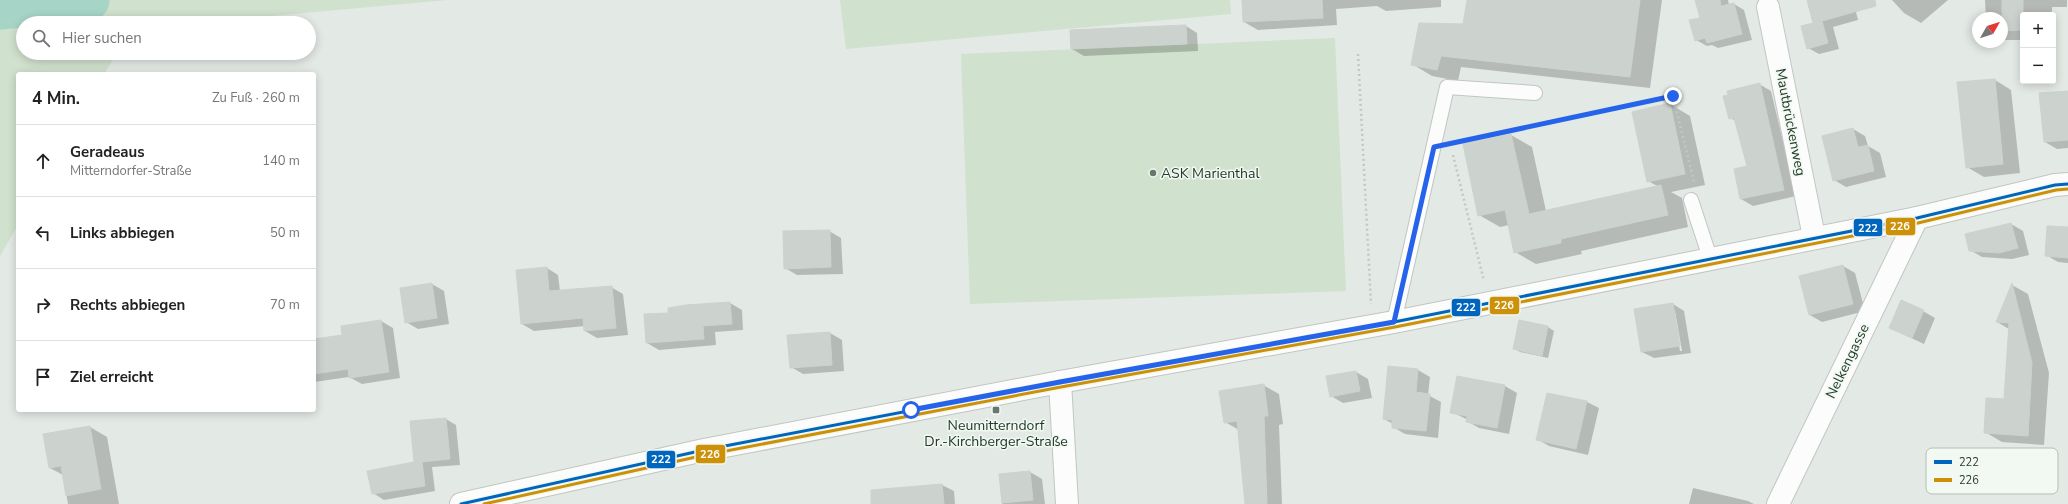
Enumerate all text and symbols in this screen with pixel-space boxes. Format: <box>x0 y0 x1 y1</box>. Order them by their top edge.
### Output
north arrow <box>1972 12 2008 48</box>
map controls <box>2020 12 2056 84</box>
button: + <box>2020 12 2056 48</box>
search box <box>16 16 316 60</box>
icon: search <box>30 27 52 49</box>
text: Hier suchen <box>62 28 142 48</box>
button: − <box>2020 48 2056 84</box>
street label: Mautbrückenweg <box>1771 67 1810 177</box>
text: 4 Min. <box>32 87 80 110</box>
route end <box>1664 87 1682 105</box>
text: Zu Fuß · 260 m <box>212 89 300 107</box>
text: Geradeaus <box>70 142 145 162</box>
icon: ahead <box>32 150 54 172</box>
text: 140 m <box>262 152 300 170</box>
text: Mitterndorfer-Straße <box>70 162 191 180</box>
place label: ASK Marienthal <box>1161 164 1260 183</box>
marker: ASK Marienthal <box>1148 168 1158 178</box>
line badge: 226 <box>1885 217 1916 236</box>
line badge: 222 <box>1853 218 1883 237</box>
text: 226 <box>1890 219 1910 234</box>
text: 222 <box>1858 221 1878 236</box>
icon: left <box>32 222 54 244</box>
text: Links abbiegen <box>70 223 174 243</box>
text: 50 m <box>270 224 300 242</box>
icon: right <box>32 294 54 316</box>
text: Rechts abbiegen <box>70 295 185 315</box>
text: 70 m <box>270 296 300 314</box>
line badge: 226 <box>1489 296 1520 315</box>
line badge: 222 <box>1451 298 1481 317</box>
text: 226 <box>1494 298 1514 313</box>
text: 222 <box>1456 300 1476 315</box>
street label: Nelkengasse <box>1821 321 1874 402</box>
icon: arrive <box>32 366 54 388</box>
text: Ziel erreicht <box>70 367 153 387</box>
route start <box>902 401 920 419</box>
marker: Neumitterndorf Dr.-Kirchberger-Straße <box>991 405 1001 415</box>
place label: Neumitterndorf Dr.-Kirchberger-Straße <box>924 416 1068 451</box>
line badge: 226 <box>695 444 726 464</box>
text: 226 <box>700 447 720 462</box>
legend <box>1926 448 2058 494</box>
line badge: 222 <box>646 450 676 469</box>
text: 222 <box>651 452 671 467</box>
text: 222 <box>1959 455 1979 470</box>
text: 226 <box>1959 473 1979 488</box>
---+---
WHAT IS EXPECTED: Which of the lines above hold the word "search"? Copy each one.

TASK OUTPUT:
search box <box>16 16 316 60</box>
icon: search <box>30 27 52 49</box>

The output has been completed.